Because I clearly like balance, I thought we should look at some postures that can be energizing. Naturally, sequences such as the Sun Salutations you cycle through in Vinyasa Yoga or a Bikram class can be invigorating. But individual postures in and of themselves can be as well.

I have written about Camel Pose before – it is one of my favorites. In Bikram class, my teacher will always talk about how it opens your heart chakra. Personally, I am not in to that stuff and I will admit I brush off her suggestion every time. However, in thinking about this post, and the postures I wanted to write about – each and every one is a heart opener. So maybe there is something to it.

Bridge Pose is another posture that opens up the chest. It stimulates organs in the abdomen including the lungs as well as the thyroid. It also rejuvenates tired legs without putting too much pressure on them. It is also just a happy pose. There is something satisfying in wiggling your arms under your back, your hands down by your feet.

If you’re ready for it, Wheel Pose (which I am attempting in the photo above) can do wonders for boosting energy. It opens the heart as the other two do but it also does amazing things for the lungs. Breathing properly through the pose will open them up. Increased oxygenated blood flowing through the body is always a good thing. As with Bridge, the thyroid gland is stimulated but here the pituitary gland is as well. Finally, wheel counteracts stress, depression and anxiety. Who couldn’t use a little of that action every now and then!?
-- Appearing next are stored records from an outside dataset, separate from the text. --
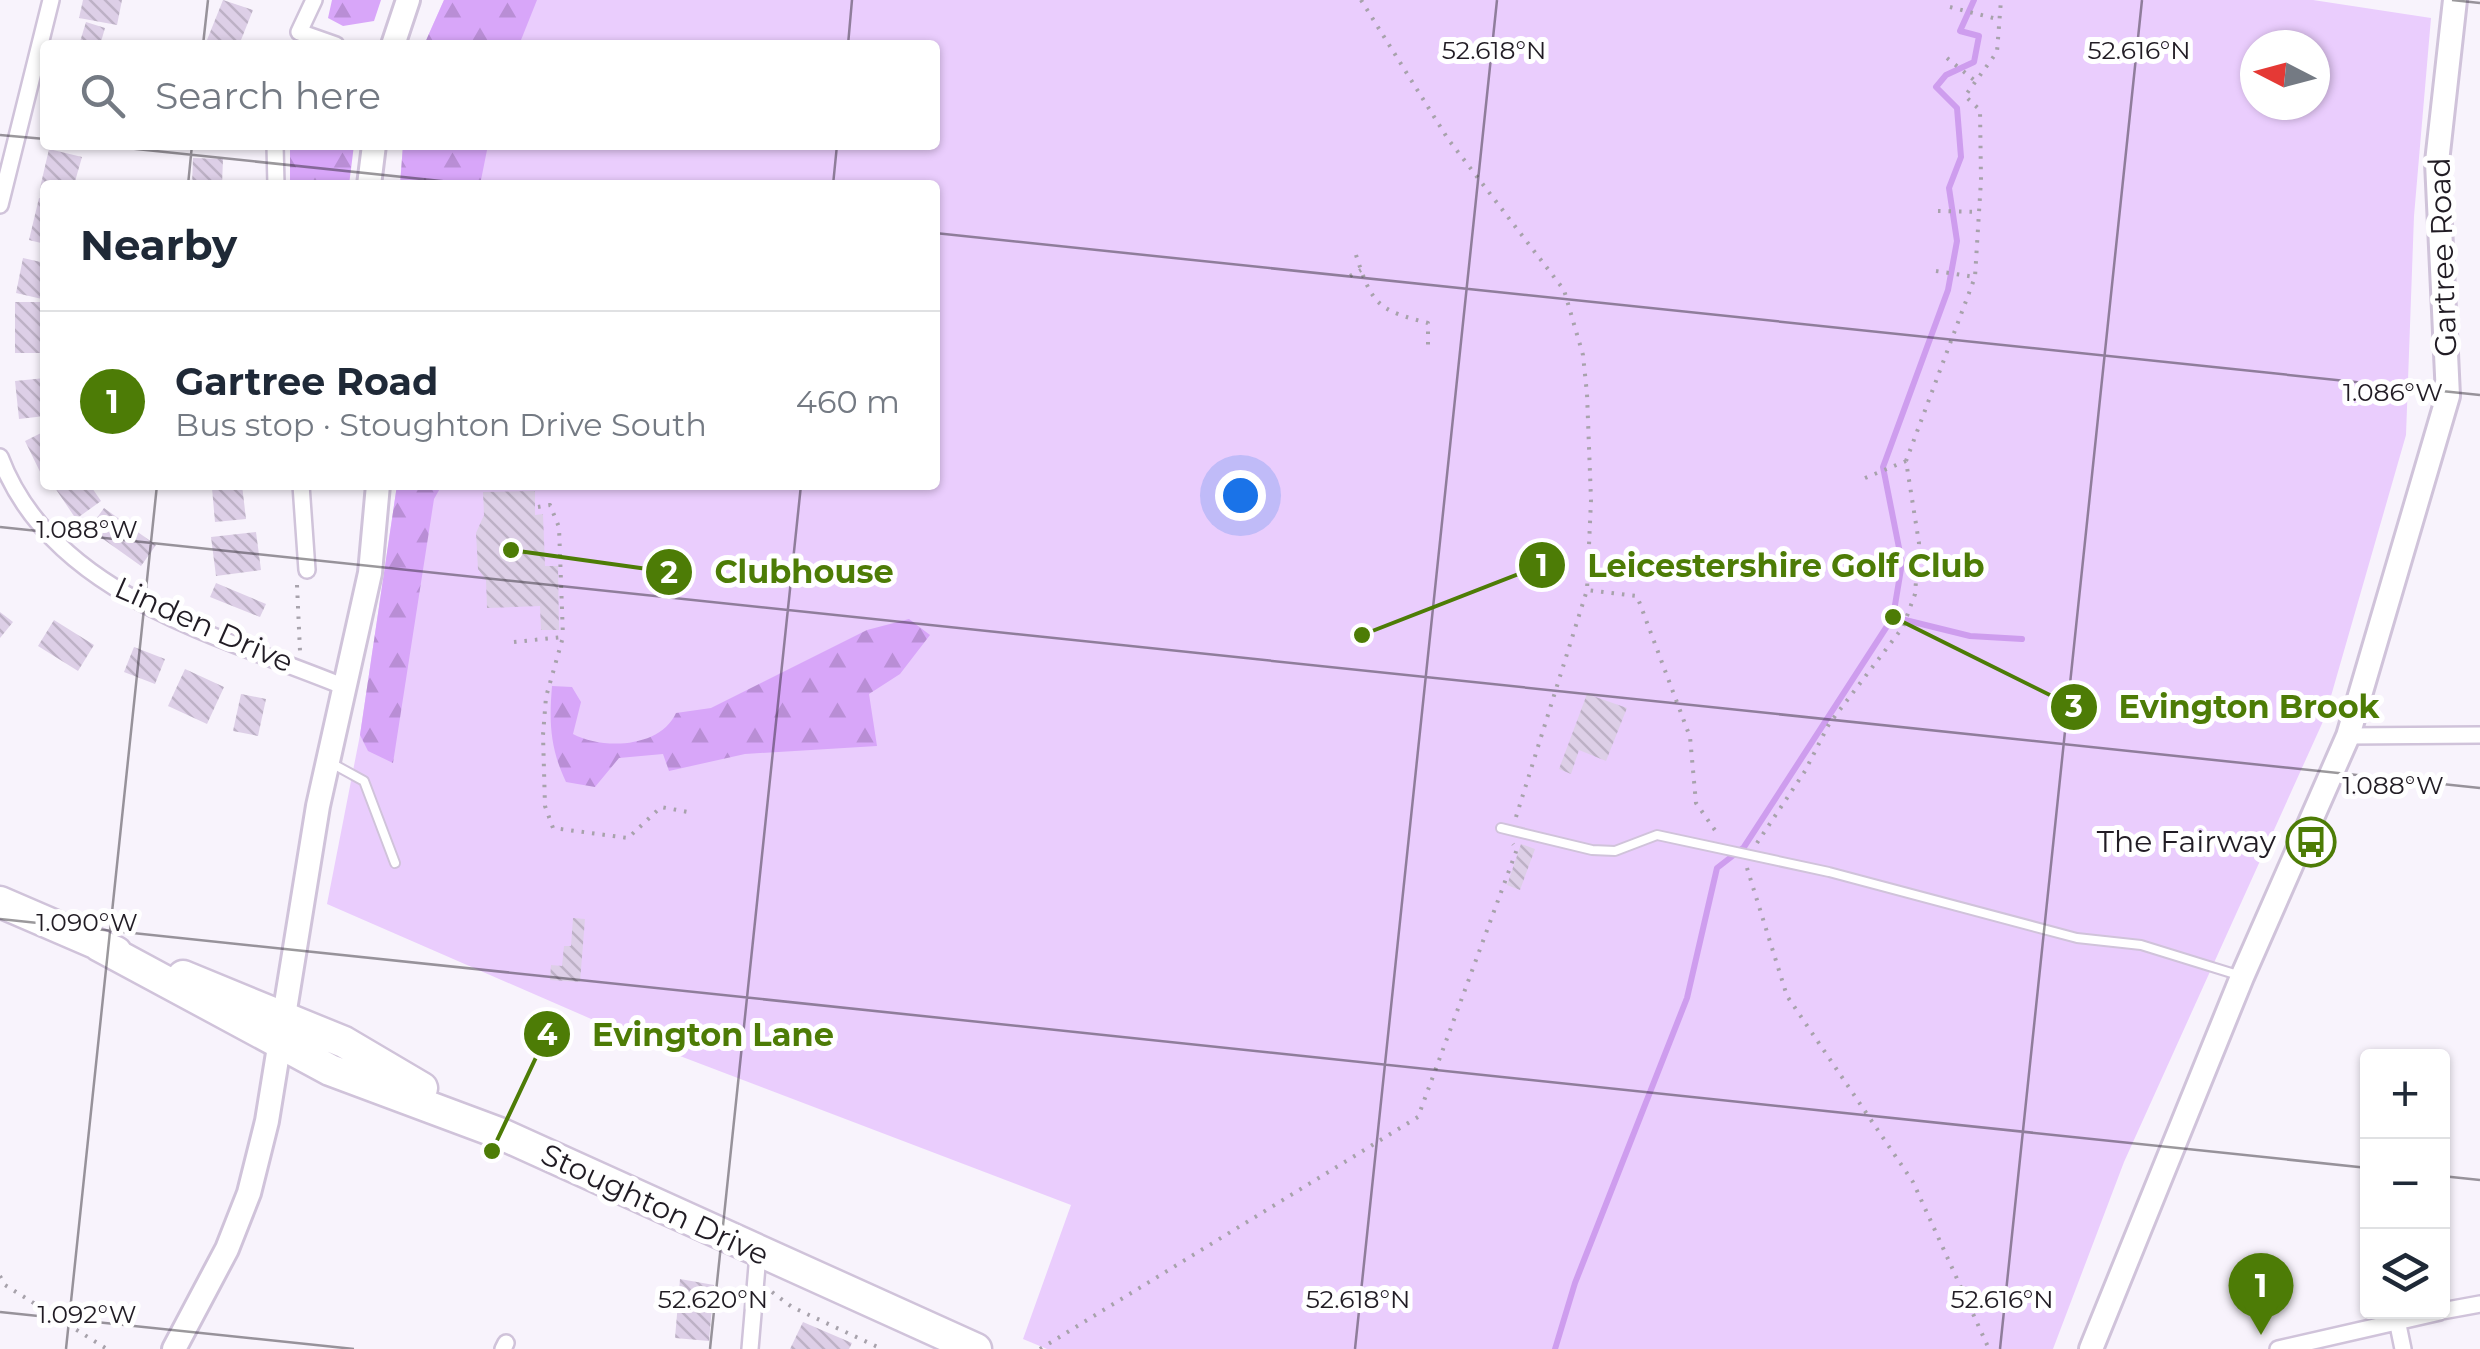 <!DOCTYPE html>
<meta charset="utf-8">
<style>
:root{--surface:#fff;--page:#f2f2f3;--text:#1f2937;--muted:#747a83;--line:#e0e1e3;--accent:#4d7c06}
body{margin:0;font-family:Montserrat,sans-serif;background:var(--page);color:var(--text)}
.controls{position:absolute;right:30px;bottom:30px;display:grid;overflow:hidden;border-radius:10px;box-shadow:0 2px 8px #0004}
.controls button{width:90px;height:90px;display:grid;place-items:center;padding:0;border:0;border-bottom:2px solid var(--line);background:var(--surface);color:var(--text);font:50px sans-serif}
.compass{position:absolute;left:2240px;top:30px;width:90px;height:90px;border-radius:50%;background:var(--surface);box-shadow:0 2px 8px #0004;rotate:276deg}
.you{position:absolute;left:1240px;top:495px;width:35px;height:35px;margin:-25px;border:8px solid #fff;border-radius:50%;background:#1a73e8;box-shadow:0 0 0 15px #1a73e833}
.badge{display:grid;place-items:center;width:65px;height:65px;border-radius:50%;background:var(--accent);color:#fff;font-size:32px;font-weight:700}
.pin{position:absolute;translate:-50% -82px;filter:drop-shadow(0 2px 5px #0008)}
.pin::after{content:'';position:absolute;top:52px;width:35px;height:30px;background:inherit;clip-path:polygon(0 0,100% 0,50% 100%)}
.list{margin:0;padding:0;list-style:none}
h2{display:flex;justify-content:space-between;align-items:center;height:130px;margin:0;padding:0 40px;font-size:42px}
h2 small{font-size:32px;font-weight:400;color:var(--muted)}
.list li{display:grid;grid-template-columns:65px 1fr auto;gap:30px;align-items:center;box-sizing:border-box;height:180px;padding:0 40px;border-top:2px solid var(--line)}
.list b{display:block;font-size:38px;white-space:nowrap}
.list p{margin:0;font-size:32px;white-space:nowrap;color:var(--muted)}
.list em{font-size:32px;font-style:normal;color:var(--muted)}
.icon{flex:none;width:55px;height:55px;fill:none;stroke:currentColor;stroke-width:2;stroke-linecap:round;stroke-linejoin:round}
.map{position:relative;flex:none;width:2480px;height:1349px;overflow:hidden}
.search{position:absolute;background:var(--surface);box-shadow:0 2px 8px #0004;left:40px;top:40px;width:900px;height:110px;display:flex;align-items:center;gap:25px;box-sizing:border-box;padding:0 35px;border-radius:10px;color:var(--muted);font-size:38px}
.panel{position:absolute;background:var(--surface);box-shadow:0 2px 8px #0004;left:40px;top:180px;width:900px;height:310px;border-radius:10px}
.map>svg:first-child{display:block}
</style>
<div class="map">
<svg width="2480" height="1349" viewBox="0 0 2480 1349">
<defs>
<pattern id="forest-firs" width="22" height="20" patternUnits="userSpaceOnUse" patternTransform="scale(2.5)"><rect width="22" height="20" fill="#d8a6f9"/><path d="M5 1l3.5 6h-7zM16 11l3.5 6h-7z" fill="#b98ed5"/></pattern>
<pattern id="building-back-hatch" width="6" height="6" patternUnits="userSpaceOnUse" patternTransform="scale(2.5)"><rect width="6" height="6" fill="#ddcfe7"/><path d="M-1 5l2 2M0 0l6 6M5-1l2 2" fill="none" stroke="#bdb1c6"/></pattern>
</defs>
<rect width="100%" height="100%" fill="#f8f3fc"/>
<path fill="#eacdfd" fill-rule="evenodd" d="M444,0H2313L2431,18L2414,216L2406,435L2325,717L2124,1162L2053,1349H1047L1023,1339L1071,1205L651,1045L327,904L360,735L397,485H935V185H400L403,145H935V45H424ZM2255,45H2315V105H2255Z"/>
<path fill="url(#forest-firs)" d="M332,0H381L374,21L343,26L328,18Z
M444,0H537L519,45H424Z
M290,145H354L349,185H290Z
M403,145H488L480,185H400Z
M397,485H442L434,499L393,763L368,751L360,735Z
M909,619L930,635L900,674L869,694L877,746L745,754L669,771L663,754L619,758L595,787L566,782C550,748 549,723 552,686L572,687L581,702L573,734C603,750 660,748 676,713L711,708L867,630Z"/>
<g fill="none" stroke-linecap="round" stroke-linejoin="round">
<path stroke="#ce9dee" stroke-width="6" d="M1893,617L1970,636L2022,639
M1555,1349L1575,1283L1687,998L1717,868L1744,847L1893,617L1902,563L1883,467L1948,290L1957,241L1949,188L1961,157L1957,108L1936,87L1946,75L1974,62L1979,36L1960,31L1974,0"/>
</g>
<path fill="url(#building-back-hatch)" d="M83,0H122L117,25L79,18Z
M223,0L253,10L239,45H205Z
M86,22L105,28L100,45H79Z
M49,149L82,157L74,185L40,188Z
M193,158L223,159L222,185H192Z
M39,198L45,199V244L29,240Z
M23,258L45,263L42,299L16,293Z
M15,302H45V353H15Z
M45,378V416L19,419L15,381Z
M45,431V482L25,441Z
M53,485H90L101,501L76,519Z
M242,485L246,519L215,522L212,488Z
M535,491V515L543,514L545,566H558L559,630H541L540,606L487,608L486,580L478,569L476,533L484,515L483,492Z
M104,508L156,545L141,566L89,529Z
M256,532L261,570L216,576L211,537Z
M216,583L266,604L260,617L210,597Z
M0,612L13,622L0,638Z
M54,620L94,645L78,671L38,646Z
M134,647L165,659L155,684L124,672Z
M185,669L224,687L207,724L168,706Z
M241,694L266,699L258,736L233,731Z
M1587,694L1627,708L1606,761L1579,750L1571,774L1559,769Z
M1521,844L1535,849L1520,890L1507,885Z
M573,918L585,919L580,982L550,980L551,965L562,966L564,946H571Z
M680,1279L714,1285L709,1341L675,1338Z
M803,1322L852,1343L849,1349H790Z"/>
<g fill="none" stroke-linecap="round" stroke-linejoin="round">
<g stroke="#d0c3da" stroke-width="12">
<path id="lane" d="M333,764L364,781L395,863
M1501,828L1592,850L1615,851L1657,835L1829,872L2077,938L2141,945L2238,975"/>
</g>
<g stroke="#d0c3da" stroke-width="20">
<path id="street" d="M314,0L299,32L336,45
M275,145L276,185
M0,205L51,0
M0,457C52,596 221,636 345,687
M301,485L307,570
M2348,736L2480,735
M2442,1311L2480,1304
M2397,1320L2403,1349
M503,1349L506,1343
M750,1349L758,1254
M2278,1349L2440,1312"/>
</g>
<g stroke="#d0c3da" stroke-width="28">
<path id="secondary" d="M393,45L408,0
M369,185L374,145
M174,1349L227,1249L249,1193L267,1121L318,806L370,573L378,485
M2091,1349L2242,977L2348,736L2448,396L2437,162L2455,0"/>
</g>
<g stroke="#d0c3da" stroke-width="35">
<path id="highway" d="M0,902L116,952
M98,945L330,1070L499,1133L976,1349
M183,976L344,1042L422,1088"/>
</g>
<path stroke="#a7a2ab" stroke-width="4" stroke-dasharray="2.5 8" stroke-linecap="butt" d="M1361,0L1448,139L1564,290L1583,355L1587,394L1591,500L1587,590
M1950,7L1997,19
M1947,58L1974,80
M1938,211L1980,212
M1356,255C1372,305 1378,310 1428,323V351
M1936,271L1975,277
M1350,276L1361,270
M1865,478L1906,461
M538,507L550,505L559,527L563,637
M297,585L300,651
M514,642L563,637L546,697L543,735L545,806L553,828L628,838L661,807L693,813
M1516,817L1587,590L1637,596L1690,737L1696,803L1719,836
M1757,843L1805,771L1829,724L1903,627L1915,594L1919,543L1906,461L1975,277L1981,180L1980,110L1965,96L1997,52L2001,0
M1747,868L1787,996L1913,1182L1989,1349
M0,1276L5,1285L107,1349
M772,1292L792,1307L882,1349
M1040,1349L1418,1117L1517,849L1513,844"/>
<use href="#lane" stroke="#fff" stroke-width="8"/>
<use href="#street" stroke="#fff" stroke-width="15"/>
<use href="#secondary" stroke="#fff" stroke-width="22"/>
<use href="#highway" stroke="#fff" stroke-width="30"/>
</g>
<path fill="none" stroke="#211c24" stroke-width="2.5" stroke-opacity="0.45" d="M2452,0L2480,3M203,45L208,0M848,45L852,0M0,135L45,139M98,145L479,185M188,185L192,145M833,185L837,145M935,233L2480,395M0,527L2480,788M0,919L2368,1168M2442,1176L2480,1180M0,1312L354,1349M66,1349L157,485M710,1349L801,485M1355,1349L1497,0M2000,1349L2142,0"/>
<defs>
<g id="bus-ring" transform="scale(2.5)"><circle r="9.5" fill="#fff" stroke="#4d7c06" stroke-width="1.5"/><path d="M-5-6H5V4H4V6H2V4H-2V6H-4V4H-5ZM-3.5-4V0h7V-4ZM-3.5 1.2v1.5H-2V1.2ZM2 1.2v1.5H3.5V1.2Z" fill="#4d7c06"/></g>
</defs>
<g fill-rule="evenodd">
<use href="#bus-ring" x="2311" y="842"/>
</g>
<g text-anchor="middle" stroke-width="10" stroke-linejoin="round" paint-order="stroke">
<g font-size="30" fill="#211c24" stroke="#fff">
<text transform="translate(2443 257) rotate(-92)" y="10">Gartree Road</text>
<text transform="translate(204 625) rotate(24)" y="10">Linden Drive</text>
<text transform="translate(655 1205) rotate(25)" y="10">Stoughton Drive</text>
</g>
<g font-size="30" fill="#211c24" stroke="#fff" text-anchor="end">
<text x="2276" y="852">The Fairway</text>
</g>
</g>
<g font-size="25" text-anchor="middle" fill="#211c24" stroke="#fff" stroke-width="10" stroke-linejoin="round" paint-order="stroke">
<text x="1494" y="59">52.618°N</text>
<text x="2139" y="59">52.616°N</text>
<text x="2393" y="401">1.086°W</text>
<text x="87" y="538">1.088°W</text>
<text x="2393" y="794">1.088°W</text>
<text x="87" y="931">1.090°W</text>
<text x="713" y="1308">52.620°N</text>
<text x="1358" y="1308">52.618°N</text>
<text x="2002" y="1308">52.616°N</text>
<text x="87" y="1323">1.092°W</text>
</g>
<path fill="none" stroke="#4d7c06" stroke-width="4" d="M1362 635L1542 565M511 550L669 572M1893 617L2074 707M492 1151L547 1034"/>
<g fill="#4d7c06" stroke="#fff" stroke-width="4">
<circle cx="1362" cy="635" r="10"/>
<circle cx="511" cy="550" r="10"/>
<circle cx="1893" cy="617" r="10"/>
<circle cx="492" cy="1151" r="10"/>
<circle cx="1542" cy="565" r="25"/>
<circle cx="669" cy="572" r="25"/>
<circle cx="2074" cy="707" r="25"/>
<circle cx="547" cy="1034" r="25"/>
</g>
<g font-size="30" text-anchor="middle" font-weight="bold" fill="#fff">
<text x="1542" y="576">1</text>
<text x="669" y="583">2</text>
<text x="2074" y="717">3</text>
<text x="547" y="1045">4</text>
</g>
<g font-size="32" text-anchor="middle" font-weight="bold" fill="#4d7c06" stroke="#fff" stroke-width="10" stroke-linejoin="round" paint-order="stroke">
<text x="1786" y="577">Leicestershire Golf Club</text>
<text x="804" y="583">Clubhouse</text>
<text x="2249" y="718">Evington Brook</text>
<text x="713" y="1046">Evington Lane</text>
</g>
</svg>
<div class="controls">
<button>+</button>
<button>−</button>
<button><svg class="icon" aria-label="layers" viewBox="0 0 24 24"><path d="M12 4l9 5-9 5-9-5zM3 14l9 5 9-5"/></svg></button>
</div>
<svg class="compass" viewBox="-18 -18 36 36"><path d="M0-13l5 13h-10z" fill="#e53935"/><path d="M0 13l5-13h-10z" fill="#747a83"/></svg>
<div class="you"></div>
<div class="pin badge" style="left:2261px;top:1335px">1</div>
<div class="search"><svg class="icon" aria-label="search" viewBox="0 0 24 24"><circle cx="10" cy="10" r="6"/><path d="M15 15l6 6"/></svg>Search here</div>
<section class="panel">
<h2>Nearby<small></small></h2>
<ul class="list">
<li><span class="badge">1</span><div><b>Gartree Road</b><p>Bus stop · Stoughton Drive South</p></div><em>460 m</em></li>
</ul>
</section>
</div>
Today I took my favorite Friday noon class at Yoga Shanti. Our teacher, Jamie Lugo talked to us about breath (as she always does). She has a way of making you aware of your breath without consciously changing it. She asked us to try to breath freely through the class. To not push ourselves too far in to any pose and to measure where we were by how able we were to breathe. While I think this is a great question to ask yourself in every day life, it is especially important in poses such as the above. They are more challenging than they seem – if not physically, then emotionally. You’ll need a couple of good, long, free breaths to help you through.